Elle conduit des séances de coaching auprès, notamment, de managers et  d'équipes soucieux de prévenir les risques psychosociaux liés aux  tensions générées par les nouvelles conditions d'exercice de  l'activité professionnelle. C'est une militante engagée dans différents collectifs et  associations. Elle est co-présidente du Collectif féministes pour l'égalité et trésorière de la Commission Islam et Laïcité.

DKNews : Que vous inspire l’actualité récente des attentas terroristes de Paris ?
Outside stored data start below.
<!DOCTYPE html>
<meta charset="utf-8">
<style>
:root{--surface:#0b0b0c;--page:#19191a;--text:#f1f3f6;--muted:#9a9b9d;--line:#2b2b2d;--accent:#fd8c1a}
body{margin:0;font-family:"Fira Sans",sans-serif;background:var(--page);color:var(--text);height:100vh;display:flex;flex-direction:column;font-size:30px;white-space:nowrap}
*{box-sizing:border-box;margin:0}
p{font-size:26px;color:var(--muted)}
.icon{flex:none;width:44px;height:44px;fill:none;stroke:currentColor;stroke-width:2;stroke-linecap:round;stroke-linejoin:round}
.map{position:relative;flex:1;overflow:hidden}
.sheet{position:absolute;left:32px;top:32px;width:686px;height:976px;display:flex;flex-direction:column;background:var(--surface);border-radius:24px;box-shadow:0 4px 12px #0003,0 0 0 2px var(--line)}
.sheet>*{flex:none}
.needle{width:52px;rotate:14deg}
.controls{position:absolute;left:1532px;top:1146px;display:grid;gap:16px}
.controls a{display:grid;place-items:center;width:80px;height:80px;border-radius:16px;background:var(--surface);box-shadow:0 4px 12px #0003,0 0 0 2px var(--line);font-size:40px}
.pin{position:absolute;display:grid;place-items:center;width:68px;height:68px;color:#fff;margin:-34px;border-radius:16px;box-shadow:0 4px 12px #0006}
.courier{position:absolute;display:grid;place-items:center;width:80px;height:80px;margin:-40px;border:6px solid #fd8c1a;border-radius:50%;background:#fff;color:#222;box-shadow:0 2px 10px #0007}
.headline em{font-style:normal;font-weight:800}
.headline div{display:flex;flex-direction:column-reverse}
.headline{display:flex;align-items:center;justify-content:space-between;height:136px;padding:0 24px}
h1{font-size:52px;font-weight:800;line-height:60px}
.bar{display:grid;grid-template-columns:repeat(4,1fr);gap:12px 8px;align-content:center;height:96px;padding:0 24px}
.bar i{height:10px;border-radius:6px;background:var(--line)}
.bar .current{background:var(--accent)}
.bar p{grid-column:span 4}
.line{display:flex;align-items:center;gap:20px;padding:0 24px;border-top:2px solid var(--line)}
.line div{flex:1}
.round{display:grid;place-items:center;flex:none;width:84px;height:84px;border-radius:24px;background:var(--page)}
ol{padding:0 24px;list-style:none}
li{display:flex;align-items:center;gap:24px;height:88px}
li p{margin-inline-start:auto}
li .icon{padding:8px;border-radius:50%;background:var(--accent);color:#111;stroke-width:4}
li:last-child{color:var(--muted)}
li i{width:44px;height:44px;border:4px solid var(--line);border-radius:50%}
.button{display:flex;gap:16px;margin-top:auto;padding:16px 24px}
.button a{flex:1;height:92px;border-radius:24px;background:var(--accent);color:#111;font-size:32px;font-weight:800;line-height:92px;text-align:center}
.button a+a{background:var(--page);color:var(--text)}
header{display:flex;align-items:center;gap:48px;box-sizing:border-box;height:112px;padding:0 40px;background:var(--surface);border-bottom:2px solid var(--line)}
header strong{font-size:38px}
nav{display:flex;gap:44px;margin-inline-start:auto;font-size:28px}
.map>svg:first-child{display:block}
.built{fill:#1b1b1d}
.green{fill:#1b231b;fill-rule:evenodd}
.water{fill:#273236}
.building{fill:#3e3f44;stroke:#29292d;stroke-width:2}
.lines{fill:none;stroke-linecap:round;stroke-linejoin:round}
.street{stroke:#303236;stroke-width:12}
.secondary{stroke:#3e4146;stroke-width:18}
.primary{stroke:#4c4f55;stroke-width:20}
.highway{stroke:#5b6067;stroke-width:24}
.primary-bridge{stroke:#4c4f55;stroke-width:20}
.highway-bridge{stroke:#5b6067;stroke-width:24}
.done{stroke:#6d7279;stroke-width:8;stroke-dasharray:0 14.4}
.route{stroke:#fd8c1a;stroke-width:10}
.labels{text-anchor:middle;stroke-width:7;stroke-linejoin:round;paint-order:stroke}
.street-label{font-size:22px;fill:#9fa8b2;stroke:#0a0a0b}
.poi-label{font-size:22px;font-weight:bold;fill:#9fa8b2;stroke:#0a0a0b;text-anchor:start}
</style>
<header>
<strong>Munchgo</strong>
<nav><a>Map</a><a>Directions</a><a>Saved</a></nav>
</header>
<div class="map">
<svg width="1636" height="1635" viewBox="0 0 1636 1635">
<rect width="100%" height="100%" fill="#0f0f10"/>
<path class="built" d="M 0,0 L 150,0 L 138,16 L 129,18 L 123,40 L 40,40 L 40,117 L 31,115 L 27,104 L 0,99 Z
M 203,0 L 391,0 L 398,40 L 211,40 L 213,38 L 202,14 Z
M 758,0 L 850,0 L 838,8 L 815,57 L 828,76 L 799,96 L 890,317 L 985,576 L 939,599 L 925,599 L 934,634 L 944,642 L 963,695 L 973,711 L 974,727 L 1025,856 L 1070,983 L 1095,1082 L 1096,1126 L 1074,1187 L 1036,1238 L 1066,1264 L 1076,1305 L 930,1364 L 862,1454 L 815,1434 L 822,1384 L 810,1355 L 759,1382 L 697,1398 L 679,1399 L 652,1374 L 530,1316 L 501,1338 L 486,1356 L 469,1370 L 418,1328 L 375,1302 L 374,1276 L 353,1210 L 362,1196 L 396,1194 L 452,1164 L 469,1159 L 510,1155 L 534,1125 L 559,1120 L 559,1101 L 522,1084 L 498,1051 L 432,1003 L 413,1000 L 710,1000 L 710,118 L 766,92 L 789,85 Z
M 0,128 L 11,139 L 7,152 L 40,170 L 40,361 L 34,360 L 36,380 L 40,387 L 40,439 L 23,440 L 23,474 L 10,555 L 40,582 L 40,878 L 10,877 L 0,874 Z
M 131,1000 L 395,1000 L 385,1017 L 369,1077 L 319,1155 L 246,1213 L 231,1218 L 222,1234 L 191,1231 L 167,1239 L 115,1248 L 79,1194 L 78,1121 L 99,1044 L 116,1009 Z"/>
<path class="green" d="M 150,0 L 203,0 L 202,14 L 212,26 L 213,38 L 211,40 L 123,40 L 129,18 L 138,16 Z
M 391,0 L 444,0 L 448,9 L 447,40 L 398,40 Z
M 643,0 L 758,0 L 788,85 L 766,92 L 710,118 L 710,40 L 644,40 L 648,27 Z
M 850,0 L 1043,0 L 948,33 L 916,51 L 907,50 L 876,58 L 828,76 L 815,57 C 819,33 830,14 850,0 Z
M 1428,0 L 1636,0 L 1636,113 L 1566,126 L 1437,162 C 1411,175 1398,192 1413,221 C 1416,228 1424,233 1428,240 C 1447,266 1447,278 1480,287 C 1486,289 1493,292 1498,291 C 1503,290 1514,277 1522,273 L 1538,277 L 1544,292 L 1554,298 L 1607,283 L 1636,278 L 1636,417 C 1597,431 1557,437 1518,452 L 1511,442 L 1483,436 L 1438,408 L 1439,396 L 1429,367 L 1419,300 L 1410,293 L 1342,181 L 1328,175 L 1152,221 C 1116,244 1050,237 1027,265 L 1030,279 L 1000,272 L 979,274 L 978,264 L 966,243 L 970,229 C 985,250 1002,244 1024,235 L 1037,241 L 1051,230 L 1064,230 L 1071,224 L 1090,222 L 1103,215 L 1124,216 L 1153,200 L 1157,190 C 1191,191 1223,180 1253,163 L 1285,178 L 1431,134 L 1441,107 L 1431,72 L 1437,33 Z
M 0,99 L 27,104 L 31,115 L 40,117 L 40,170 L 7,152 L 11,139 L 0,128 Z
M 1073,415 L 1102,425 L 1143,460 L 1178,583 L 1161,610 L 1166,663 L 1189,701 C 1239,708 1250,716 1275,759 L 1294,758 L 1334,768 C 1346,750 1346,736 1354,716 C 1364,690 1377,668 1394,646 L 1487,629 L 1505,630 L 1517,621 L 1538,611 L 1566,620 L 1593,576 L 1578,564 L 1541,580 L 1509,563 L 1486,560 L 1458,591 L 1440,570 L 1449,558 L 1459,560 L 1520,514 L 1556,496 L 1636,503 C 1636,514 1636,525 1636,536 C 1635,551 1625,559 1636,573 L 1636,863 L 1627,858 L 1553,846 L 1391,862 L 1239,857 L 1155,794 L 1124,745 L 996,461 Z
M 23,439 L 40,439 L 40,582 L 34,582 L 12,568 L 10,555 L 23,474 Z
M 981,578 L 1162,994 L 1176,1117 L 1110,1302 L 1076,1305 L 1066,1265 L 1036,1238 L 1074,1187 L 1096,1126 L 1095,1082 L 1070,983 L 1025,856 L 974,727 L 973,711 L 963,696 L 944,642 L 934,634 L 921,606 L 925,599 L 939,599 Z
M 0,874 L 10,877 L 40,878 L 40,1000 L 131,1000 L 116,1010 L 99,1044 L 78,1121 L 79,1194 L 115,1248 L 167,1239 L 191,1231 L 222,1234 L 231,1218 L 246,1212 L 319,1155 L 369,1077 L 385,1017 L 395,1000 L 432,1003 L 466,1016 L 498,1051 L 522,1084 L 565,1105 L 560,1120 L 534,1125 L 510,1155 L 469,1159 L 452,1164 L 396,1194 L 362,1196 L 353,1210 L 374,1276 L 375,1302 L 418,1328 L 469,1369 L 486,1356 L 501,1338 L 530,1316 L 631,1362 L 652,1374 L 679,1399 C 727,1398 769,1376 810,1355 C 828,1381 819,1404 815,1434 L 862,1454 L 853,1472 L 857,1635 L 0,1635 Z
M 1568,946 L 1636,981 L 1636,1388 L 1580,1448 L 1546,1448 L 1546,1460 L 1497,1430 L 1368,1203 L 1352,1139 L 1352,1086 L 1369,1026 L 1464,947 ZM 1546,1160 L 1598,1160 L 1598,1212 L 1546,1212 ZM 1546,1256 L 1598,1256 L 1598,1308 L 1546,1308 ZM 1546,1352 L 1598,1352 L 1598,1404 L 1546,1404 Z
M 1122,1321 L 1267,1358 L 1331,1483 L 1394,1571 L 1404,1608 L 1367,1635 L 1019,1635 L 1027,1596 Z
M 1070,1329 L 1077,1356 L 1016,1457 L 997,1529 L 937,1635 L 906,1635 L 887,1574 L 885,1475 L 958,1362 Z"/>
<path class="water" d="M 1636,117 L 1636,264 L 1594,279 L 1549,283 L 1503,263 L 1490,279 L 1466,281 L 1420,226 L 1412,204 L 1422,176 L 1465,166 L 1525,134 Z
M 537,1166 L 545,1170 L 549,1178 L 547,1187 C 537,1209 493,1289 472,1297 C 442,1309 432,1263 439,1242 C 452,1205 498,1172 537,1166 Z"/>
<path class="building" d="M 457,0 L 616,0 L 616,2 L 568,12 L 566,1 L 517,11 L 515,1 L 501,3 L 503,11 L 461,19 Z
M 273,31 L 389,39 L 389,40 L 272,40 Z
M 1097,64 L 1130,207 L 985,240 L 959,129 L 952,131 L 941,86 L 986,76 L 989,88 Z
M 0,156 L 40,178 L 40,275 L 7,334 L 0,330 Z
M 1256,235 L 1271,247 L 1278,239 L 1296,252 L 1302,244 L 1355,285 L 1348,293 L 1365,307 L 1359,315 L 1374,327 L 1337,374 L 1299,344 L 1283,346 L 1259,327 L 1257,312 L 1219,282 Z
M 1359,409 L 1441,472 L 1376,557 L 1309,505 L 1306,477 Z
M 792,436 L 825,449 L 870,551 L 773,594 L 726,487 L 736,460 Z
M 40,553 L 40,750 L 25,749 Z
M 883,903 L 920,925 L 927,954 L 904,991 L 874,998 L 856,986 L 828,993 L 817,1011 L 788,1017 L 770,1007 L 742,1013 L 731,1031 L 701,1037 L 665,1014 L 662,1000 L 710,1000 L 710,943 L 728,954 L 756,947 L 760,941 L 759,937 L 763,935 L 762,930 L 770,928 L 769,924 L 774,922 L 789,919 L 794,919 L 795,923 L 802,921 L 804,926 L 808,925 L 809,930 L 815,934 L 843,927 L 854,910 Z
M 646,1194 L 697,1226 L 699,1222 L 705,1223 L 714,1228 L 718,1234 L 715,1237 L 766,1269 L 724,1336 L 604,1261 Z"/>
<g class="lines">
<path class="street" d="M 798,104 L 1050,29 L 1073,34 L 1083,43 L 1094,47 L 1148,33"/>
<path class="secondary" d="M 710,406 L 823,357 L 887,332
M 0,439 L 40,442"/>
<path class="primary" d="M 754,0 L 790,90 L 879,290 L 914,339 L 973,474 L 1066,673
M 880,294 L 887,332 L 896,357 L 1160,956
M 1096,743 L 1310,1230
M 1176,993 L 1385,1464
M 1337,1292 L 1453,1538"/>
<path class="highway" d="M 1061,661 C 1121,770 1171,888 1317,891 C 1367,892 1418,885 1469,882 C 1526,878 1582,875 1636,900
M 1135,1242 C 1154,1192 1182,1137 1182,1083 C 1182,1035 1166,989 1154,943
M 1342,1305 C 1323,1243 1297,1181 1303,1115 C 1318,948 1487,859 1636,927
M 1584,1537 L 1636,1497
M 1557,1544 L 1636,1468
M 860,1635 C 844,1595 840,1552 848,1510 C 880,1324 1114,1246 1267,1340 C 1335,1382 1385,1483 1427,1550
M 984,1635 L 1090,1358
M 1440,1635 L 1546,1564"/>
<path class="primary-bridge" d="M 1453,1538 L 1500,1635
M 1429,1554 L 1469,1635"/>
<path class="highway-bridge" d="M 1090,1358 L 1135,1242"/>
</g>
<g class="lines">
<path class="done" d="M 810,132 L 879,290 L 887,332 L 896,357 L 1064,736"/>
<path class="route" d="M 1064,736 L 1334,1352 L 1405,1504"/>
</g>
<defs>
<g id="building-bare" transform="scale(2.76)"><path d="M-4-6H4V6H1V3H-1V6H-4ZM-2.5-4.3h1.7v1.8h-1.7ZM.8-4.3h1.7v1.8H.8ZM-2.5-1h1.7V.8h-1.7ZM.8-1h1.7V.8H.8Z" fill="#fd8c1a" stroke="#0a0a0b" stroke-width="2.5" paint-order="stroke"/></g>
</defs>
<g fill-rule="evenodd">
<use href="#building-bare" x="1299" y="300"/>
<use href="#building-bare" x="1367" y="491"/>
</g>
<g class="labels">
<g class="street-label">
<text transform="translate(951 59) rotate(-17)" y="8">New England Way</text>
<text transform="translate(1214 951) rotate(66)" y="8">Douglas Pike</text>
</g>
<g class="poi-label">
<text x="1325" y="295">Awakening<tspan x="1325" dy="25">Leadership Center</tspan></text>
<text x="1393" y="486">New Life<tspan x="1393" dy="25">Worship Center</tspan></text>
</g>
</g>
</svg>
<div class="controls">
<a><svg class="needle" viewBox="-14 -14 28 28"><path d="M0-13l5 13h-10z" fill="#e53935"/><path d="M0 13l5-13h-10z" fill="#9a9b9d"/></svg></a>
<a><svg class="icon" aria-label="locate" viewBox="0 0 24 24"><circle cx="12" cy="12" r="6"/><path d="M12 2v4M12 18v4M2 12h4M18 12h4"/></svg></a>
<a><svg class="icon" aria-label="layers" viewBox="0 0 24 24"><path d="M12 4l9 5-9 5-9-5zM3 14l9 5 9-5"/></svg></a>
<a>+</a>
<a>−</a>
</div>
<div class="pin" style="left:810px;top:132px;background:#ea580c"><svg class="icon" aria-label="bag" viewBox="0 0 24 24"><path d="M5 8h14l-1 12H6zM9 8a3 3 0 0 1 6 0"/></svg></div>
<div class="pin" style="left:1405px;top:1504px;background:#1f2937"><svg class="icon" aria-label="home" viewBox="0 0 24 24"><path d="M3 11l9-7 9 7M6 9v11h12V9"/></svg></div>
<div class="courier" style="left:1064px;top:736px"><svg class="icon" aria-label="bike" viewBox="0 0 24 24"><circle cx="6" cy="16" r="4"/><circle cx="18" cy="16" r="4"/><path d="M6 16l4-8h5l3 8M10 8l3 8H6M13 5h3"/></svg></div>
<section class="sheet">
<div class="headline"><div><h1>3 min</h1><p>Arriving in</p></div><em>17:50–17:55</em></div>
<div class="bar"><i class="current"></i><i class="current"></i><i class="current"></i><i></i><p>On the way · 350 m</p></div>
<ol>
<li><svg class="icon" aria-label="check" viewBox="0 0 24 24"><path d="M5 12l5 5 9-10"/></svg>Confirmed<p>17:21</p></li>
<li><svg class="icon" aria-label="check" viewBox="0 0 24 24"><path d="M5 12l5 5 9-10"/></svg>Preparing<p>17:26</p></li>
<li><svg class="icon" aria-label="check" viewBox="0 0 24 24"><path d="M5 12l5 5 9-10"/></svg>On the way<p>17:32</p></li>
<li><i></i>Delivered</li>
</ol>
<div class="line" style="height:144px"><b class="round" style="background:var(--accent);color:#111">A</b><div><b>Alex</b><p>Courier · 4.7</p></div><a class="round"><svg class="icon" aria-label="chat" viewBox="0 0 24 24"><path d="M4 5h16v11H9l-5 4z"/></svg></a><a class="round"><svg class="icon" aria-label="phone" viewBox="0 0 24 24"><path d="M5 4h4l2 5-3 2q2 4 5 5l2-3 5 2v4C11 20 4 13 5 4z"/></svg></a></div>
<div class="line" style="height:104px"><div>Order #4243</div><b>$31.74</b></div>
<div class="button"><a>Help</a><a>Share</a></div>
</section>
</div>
Louiza Belhamici : Je suis tout d’abord très affectée, au même titre que toutes les personnes sensibles au respect de la vie et de la dignité humaines.

Je suis abasourdie par la brutalité de ces actes, leur violence, et je m’interroge sur les répercussions profondes qu’ils ne manqueront d’avoir sur la cohésion de la communauté nationale et sur les efforts faits pour réussir ce «vivre ensemble» pour lequel nous n’avons eu de cesse de nous battre.

Il y aura aussi, à mon sens, des conséquences très lourdes sur les possibilités de mettre en place des espaces d’échanges et de débats, empreints de sérénité et ouverts à toutes les références intellectuelles, politiques et idéologiques.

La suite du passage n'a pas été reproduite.